[Stored data]

╭──

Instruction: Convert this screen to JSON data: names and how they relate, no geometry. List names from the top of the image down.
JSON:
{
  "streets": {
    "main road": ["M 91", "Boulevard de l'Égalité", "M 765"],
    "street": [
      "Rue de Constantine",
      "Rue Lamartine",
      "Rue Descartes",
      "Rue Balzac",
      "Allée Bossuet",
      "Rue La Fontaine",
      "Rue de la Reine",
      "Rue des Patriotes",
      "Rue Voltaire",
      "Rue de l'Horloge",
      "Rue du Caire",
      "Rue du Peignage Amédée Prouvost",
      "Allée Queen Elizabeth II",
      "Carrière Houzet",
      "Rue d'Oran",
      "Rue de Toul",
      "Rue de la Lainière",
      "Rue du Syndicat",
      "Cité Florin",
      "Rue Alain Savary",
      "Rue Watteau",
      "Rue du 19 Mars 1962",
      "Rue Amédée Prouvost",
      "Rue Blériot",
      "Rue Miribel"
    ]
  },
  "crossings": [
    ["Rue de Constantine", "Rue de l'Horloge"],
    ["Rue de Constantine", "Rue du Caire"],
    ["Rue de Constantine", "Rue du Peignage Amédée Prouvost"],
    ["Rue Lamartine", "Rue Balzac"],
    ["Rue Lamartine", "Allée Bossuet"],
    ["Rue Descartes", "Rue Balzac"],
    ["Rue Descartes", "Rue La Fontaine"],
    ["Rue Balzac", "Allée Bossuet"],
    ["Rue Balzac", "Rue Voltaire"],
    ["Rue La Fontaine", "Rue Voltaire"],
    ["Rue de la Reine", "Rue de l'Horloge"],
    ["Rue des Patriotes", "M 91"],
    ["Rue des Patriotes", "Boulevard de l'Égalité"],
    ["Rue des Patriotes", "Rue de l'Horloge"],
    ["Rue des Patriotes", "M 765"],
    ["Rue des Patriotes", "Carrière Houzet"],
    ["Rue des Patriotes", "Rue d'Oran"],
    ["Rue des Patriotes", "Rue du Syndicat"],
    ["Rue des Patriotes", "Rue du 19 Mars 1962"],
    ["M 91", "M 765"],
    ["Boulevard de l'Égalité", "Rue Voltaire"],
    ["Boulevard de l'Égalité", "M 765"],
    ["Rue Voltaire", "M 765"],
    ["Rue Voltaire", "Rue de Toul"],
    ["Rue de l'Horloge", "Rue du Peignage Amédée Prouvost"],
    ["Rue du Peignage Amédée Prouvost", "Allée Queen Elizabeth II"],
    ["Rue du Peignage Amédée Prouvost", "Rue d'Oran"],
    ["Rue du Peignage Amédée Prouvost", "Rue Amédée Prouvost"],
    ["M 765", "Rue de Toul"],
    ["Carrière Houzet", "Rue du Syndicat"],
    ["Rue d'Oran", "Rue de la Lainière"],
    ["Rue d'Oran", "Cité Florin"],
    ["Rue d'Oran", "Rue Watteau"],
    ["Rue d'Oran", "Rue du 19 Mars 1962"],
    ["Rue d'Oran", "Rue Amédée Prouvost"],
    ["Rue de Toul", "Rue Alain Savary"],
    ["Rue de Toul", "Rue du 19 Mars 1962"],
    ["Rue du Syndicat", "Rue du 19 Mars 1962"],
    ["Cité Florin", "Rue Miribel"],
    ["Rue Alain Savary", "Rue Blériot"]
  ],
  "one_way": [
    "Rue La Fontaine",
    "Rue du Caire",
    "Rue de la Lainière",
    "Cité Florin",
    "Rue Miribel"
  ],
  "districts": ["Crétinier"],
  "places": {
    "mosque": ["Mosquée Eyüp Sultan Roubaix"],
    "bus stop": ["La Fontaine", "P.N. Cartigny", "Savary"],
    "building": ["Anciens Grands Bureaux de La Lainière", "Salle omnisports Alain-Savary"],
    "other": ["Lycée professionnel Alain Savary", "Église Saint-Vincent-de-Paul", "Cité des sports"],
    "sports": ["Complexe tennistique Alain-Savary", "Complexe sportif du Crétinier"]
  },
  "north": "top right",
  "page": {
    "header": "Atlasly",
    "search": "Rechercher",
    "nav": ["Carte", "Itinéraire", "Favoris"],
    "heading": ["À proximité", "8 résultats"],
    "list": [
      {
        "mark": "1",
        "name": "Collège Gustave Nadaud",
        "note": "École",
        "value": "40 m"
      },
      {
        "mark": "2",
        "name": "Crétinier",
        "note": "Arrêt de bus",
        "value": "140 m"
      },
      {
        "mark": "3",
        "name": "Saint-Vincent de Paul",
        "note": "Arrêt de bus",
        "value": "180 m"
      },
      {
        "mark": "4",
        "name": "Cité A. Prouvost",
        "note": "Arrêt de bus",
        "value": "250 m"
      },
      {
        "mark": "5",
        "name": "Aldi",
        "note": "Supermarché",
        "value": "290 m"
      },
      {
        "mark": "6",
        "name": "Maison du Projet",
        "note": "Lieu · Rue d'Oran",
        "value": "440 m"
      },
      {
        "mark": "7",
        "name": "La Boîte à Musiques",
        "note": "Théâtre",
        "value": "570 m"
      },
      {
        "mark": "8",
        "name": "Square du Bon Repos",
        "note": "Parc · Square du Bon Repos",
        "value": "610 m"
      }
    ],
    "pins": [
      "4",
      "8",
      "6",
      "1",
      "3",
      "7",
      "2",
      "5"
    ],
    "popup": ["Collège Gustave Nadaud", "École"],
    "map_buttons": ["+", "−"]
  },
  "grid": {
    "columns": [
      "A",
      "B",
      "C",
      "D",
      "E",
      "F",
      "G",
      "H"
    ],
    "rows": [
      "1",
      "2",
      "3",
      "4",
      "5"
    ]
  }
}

╰──

▶ Work to be completed
Output all of the entries without altering a single word.

▶ Response to the exercise
Instruction: Convert this screen to JSON data: names and how they relate, no geometry. List names from the top of the image down.
JSON:
{
  "streets": {
    "main road": ["M 91", "Boulevard de l'Égalité", "M 765"],
    "street": [
      "Rue de Constantine",
      "Rue Lamartine",
      "Rue Descartes",
      "Rue Balzac",
      "Allée Bossuet",
      "Rue La Fontaine",
      "Rue de la Reine",
      "Rue des Patriotes",
      "Rue Voltaire",
      "Rue de l'Horloge",
      "Rue du Caire",
      "Rue du Peignage Amédée Prouvost",
      "Allée Queen Elizabeth II",
      "Carrière Houzet",
      "Rue d'Oran",
      "Rue de Toul",
      "Rue de la Lainière",
      "Rue du Syndicat",
      "Cité Florin",
      "Rue Alain Savary",
      "Rue Watteau",
      "Rue du 19 Mars 1962",
      "Rue Amédée Prouvost",
      "Rue Blériot",
      "Rue Miribel"
    ]
  },
  "crossings": [
    ["Rue de Constantine", "Rue de l'Horloge"],
    ["Rue de Constantine", "Rue du Caire"],
    ["Rue de Constantine", "Rue du Peignage Amédée Prouvost"],
    ["Rue Lamartine", "Rue Balzac"],
    ["Rue Lamartine", "Allée Bossuet"],
    ["Rue Descartes", "Rue Balzac"],
    ["Rue Descartes", "Rue La Fontaine"],
    ["Rue Balzac", "Allée Bossuet"],
    ["Rue Balzac", "Rue Voltaire"],
    ["Rue La Fontaine", "Rue Voltaire"],
    ["Rue de la Reine", "Rue de l'Horloge"],
    ["Rue des Patriotes", "M 91"],
    ["Rue des Patriotes", "Boulevard de l'Égalité"],
    ["Rue des Patriotes", "Rue de l'Horloge"],
    ["Rue des Patriotes", "M 765"],
    ["Rue des Patriotes", "Carrière Houzet"],
    ["Rue des Patriotes", "Rue d'Oran"],
    ["Rue des Patriotes", "Rue du Syndicat"],
    ["Rue des Patriotes", "Rue du 19 Mars 1962"],
    ["M 91", "M 765"],
    ["Boulevard de l'Égalité", "Rue Voltaire"],
    ["Boulevard de l'Égalité", "M 765"],
    ["Rue Voltaire", "M 765"],
    ["Rue Voltaire", "Rue de Toul"],
    ["Rue de l'Horloge", "Rue du Peignage Amédée Prouvost"],
    ["Rue du Peignage Amédée Prouvost", "Allée Queen Elizabeth II"],
    ["Rue du Peignage Amédée Prouvost", "Rue d'Oran"],
    ["Rue du Peignage Amédée Prouvost", "Rue Amédée Prouvost"],
    ["M 765", "Rue de Toul"],
    ["Carrière Houzet", "Rue du Syndicat"],
    ["Rue d'Oran", "Rue de la Lainière"],
    ["Rue d'Oran", "Cité Florin"],
    ["Rue d'Oran", "Rue Watteau"],
    ["Rue d'Oran", "Rue du 19 Mars 1962"],
    ["Rue d'Oran", "Rue Amédée Prouvost"],
    ["Rue de Toul", "Rue Alain Savary"],
    ["Rue de Toul", "Rue du 19 Mars 1962"],
    ["Rue du Syndicat", "Rue du 19 Mars 1962"],
    ["Cité Florin", "Rue Miribel"],
    ["Rue Alain Savary", "Rue Blériot"]
  ],
  "one_way": [
    "Rue La Fontaine",
    "Rue du Caire",
    "Rue de la Lainière",
    "Cité Florin",
    "Rue Miribel"
  ],
  "districts": ["Crétinier"],
  "places": {
    "mosque": ["Mosquée Eyüp Sultan Roubaix"],
    "bus stop": ["La Fontaine", "P.N. Cartigny", "Savary"],
    "building": ["Anciens Grands Bureaux de La Lainière", "Salle omnisports Alain-Savary"],
    "other": ["Lycée professionnel Alain Savary", "Église Saint-Vincent-de-Paul", "Cité des sports"],
    "sports": ["Complexe tennistique Alain-Savary", "Complexe sportif du Crétinier"]
  },
  "north": "top right",
  "page": {
    "header": "Atlasly",
    "search": "Rechercher",
    "nav": ["Carte", "Itinéraire", "Favoris"],
    "heading": ["À proximité", "8 résultats"],
    "list": [
      {
        "mark": "1",
        "name": "Collège Gustave Nadaud",
        "note": "École",
        "value": "40 m"
      },
      {
        "mark": "2",
        "name": "Crétinier",
        "note": "Arrêt de bus",
        "value": "140 m"
      },
      {
        "mark": "3",
        "name": "Saint-Vincent de Paul",
        "note": "Arrêt de bus",
        "value": "180 m"
      },
      {
        "mark": "4",
        "name": "Cité A. Prouvost",
        "note": "Arrêt de bus",
        "value": "250 m"
      },
      {
        "mark": "5",
        "name": "Aldi",
        "note": "Supermarché",
        "value": "290 m"
      },
      {
        "mark": "6",
        "name": "Maison du Projet",
        "note": "Lieu · Rue d'Oran",
        "value": "440 m"
      },
      {
        "mark": "7",
        "name": "La Boîte à Musiques",
        "note": "Théâtre",
        "value": "570 m"
      },
      {
        "mark": "8",
        "name": "Square du Bon Repos",
        "note": "Parc · Square du Bon Repos",
        "value": "610 m"
      }
    ],
    "pins": [
      "4",
      "8",
      "6",
      "1",
      "3",
      "7",
      "2",
      "5"
    ],
    "popup": ["Collège Gustave Nadaud", "École"],
    "map_buttons": ["+", "−"]
  },
  "grid": {
    "columns": [
      "A",
      "B",
      "C",
      "D",
      "E",
      "F",
      "G",
      "H"
    ],
    "rows": [
      "1",
      "2",
      "3",
      "4",
      "5"
    ]
  }
}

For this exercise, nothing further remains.